### [About this exercise]
Reply only with how many lines of the listing below hold the word "JSON".

### [Data for processing]
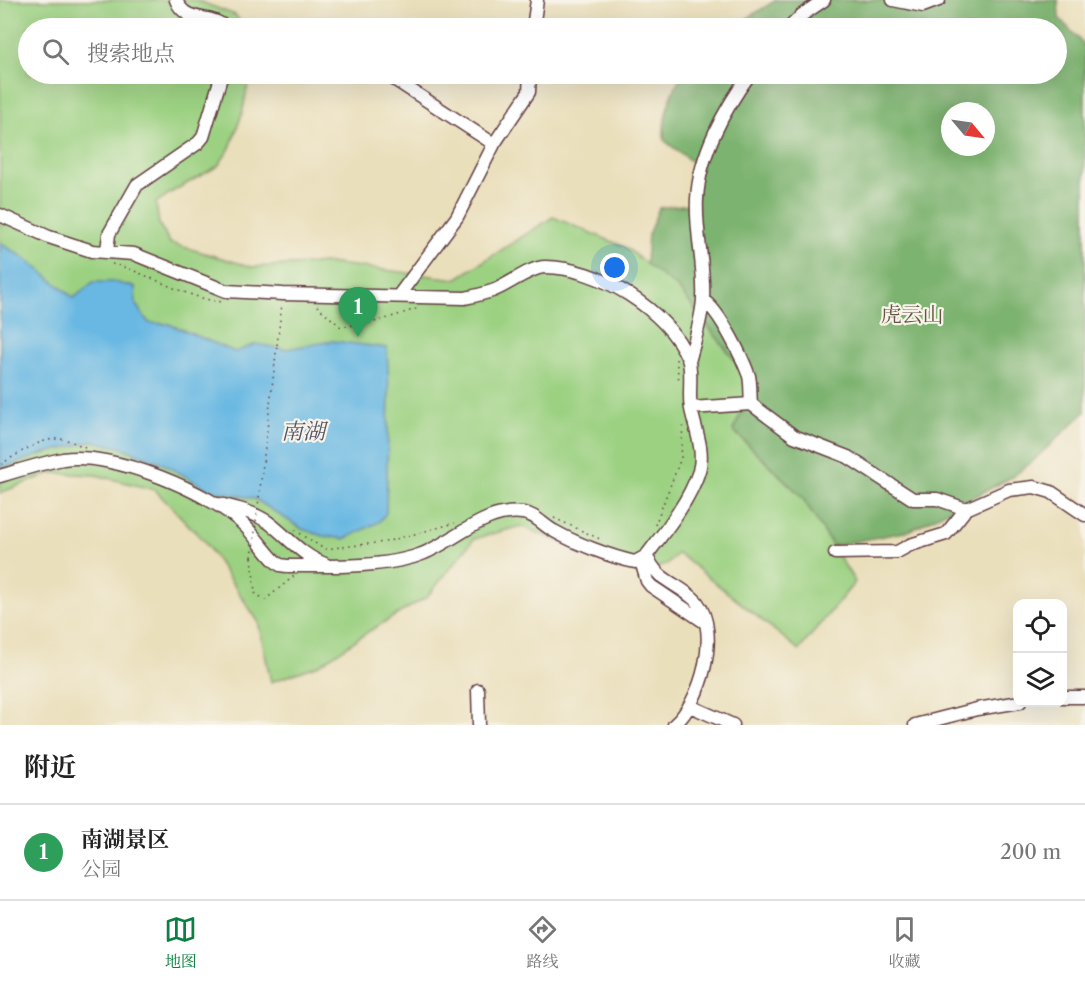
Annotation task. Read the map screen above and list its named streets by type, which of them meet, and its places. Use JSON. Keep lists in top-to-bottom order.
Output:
{
  "water": ["南湖"],
  "parks": ["虎云山"],
  "north": "bottom right",
  "page": {
    "search": "搜索地点",
    "pins": "1",
    "heading": "附近",
    "list": [
      {
        "mark": "1",
        "name": "南湖景区",
        "note": "公园",
        "value": "200 m"
      }
    ],
    "nav": ["地图", "路线", "收藏"]
  }
}
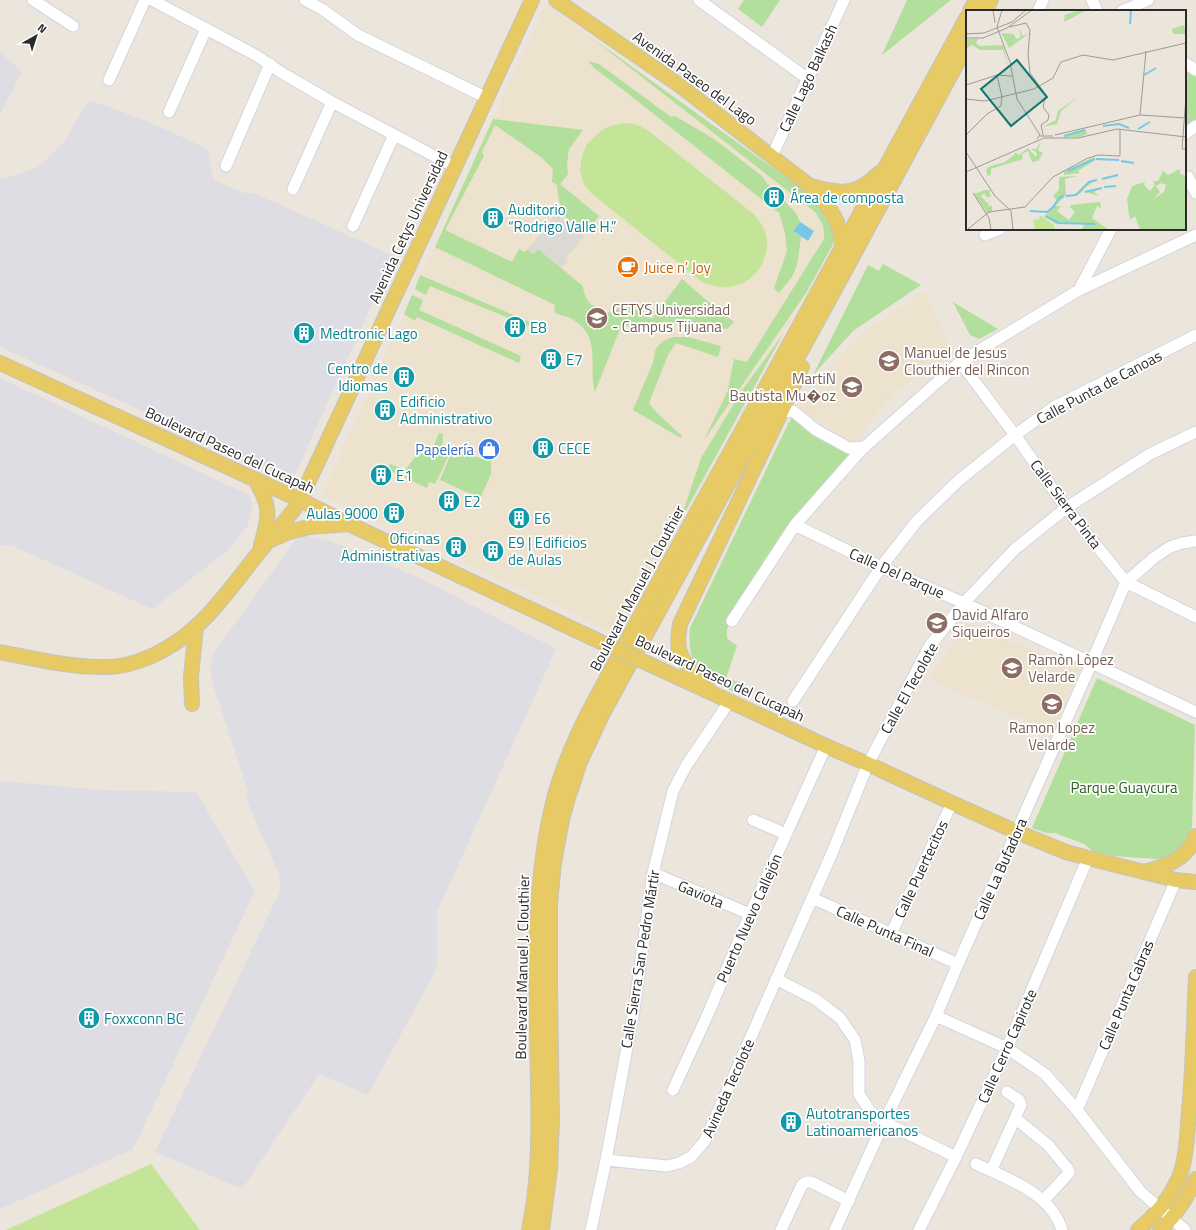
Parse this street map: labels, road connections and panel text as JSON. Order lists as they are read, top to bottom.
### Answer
{
  "streets": {
    "main road": [
      "Avenida Paseo del Lago",
      "Avenida Cetys Universidad",
      "Boulevard Paseo del Cucapah",
      "Boulevard Manuel J. Clouthier"
    ],
    "street": [
      "Calle Lago Balkash",
      "Calle Punta de Canoas",
      "Calle Sierra Pinta",
      "Calle Del Parque",
      "Calle El Tecolote",
      "Calle Puertecitos",
      "Calle La Bufadora",
      "Gaviota",
      "Puerto Nuevo Callejón",
      "Calle Punta Final",
      "Calle Sierra San Pedro Mártir",
      "Calle Punta Cabras",
      "Calle Cerro Capirote",
      "Avineda Tecolote"
    ]
  },
  "crossings": [
    ["Avenida Paseo del Lago", "Calle Lago Balkash"],
    ["Avenida Cetys Universidad", "Boulevard Paseo del Cucapah"],
    ["Calle Punta de Canoas", "Calle Sierra Pinta"],
    ["Calle Punta de Canoas", "Calle Del Parque"],
    ["Boulevard Paseo del Cucapah", "Calle El Tecolote"],
    ["Boulevard Paseo del Cucapah", "Calle Puertecitos"],
    ["Boulevard Paseo del Cucapah", "Calle La Bufadora"],
    ["Boulevard Paseo del Cucapah", "Puerto Nuevo Callejón"],
    ["Boulevard Paseo del Cucapah", "Calle Sierra San Pedro Mártir"],
    ["Boulevard Paseo del Cucapah", "Calle Punta Cabras"],
    ["Boulevard Paseo del Cucapah", "Calle Cerro Capirote"],
    ["Calle Sierra Pinta", "Calle El Tecolote"],
    ["Calle Sierra Pinta", "Calle La Bufadora"],
    ["Calle Del Parque", "Calle El Tecolote"],
    ["Calle Del Parque", "Calle La Bufadora"],
    ["Calle El Tecolote", "Calle Punta Final"],
    ["Calle El Tecolote", "Avineda Tecolote"],
    ["Calle Puertecitos", "Calle Punta Final"],
    ["Calle La Bufadora", "Calle Punta Final"],
    ["Gaviota", "Puerto Nuevo Callejón"],
    ["Gaviota", "Calle Sierra San Pedro Mártir"],
    ["Calle Sierra San Pedro Mártir", "Avineda Tecolote"]
  ],
  "parks": ["Parque Guaycura"],
  "places": {
    "building": [
      "Área de composta",
      "Auditorio “Rodrigo Valle H.”",
      "E8",
      "Medtronic Lago",
      "E7",
      "Centro de Idiomas",
      "Edificio Administrativo",
      "CECE",
      "E1",
      "E2",
      "Aulas 9000",
      "E6",
      "Oficinas Administrativas",
      "E9 | Edificios de Aulas",
      "Foxxconn BC",
      "Autotransportes Latinoamericanos"
    ],
    "cafe": ["Juice n’ Joy"],
    "school or university": [
      "CETYS Universidad - Campus Tijuana",
      "Manuel de Jesus Clouthier del Rincon",
      "MartiN Bautista Mu�oz",
      "David Alfaro Siqueiros",
      "Ramòn Lòpez Velarde",
      "Ramon Lopez Velarde"
    ],
    "shop": ["Papelería"]
  },
  "north": "top right"
}
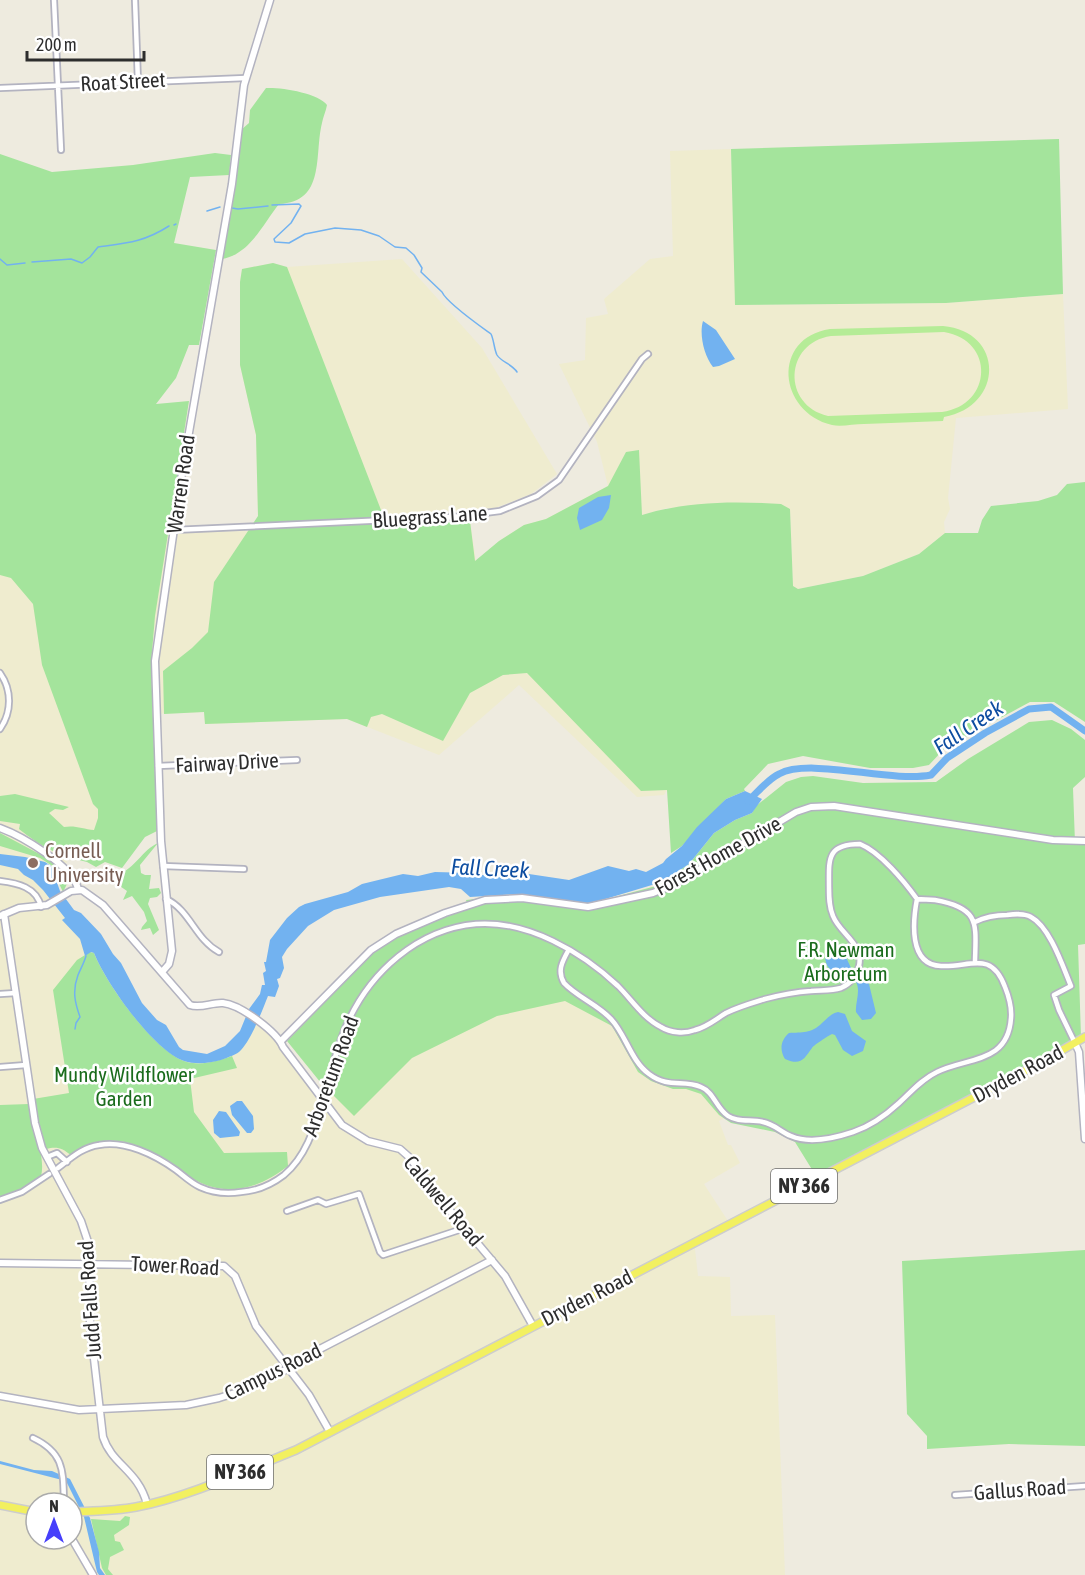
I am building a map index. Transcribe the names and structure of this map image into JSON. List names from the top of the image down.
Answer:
{
  "streets": {
    "main road": ["Dryden Road", "NY 366"],
    "street": [
      "Roat Street",
      "Warren Road",
      "Bluegrass Lane",
      "Fairway Drive",
      "Forest Home Drive",
      "Arboretum Road",
      "Caldwell Road",
      "Tower Road",
      "Judd Falls Road",
      "Campus Road",
      "Gallus Road"
    ]
  },
  "crossings": [
    ["Roat Street", "Warren Road"],
    ["Warren Road", "Bluegrass Lane"],
    ["Warren Road", "Fairway Drive"],
    ["Forest Home Drive", "Caldwell Road"],
    ["Dryden Road", "Caldwell Road"],
    ["Dryden Road", "Tower Road"],
    ["Dryden Road", "Judd Falls Road"],
    ["Arboretum Road", "Caldwell Road"],
    ["Caldwell Road", "Campus Road"],
    ["Tower Road", "Judd Falls Road"],
    ["Tower Road", "Campus Road"],
    ["Judd Falls Road", "Campus Road"]
  ],
  "water": ["Fall Creek"],
  "parks": ["F.R. Newman Arboretum", "Mundy Wildflower Garden"],
  "places": ["Cornell University"],
  "scale_bar": "200 m",
  "north": "top"
}
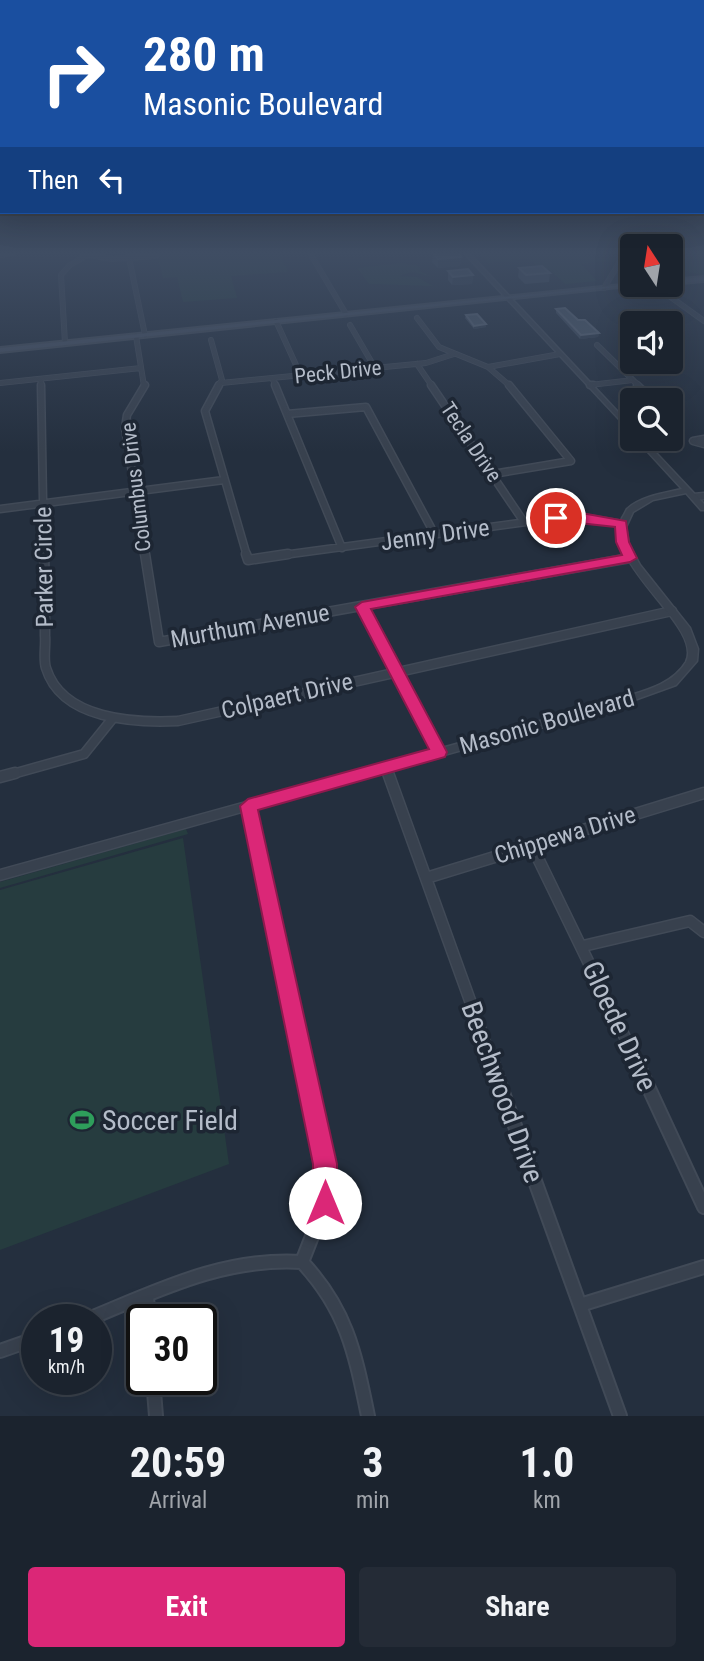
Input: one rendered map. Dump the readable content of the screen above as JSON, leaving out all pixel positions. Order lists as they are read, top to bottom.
{
  "streets": {
    "street": [
      "Peck Drive",
      "Tecla Drive",
      "Columbus Drive",
      "Jenny Drive",
      "Parker Circle",
      "Murthum Avenue",
      "Colpaert Drive",
      "Masonic Boulevard",
      "Chippewa Drive",
      "Gloede Drive",
      "Beechwood Drive"
    ]
  },
  "crossings": [
    ["Peck Drive", "Tecla Drive"],
    ["Tecla Drive", "Jenny Drive"],
    ["Columbus Drive", "Murthum Avenue"],
    ["Jenny Drive", "Masonic Boulevard"],
    ["Parker Circle", "Colpaert Drive"],
    ["Murthum Avenue", "Masonic Boulevard"],
    ["Colpaert Drive", "Masonic Boulevard"],
    ["Masonic Boulevard", "Beechwood Drive"],
    ["Chippewa Drive", "Gloede Drive"],
    ["Chippewa Drive", "Beechwood Drive"]
  ],
  "places": {
    "sports": ["Soccer Field"]
  },
  "north": "top",
  "page": {
    "turn": ["280 m", "Masonic Boulevard"],
    "then": "Then",
    "speed": "19 km/h",
    "limit": "30",
    "eta": [
      "20:59",
      "Arrival",
      "3",
      "min",
      "1.0",
      "km"
    ],
    "buttons": ["Exit", "Share"]
  }
}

### [Exercise solution]
4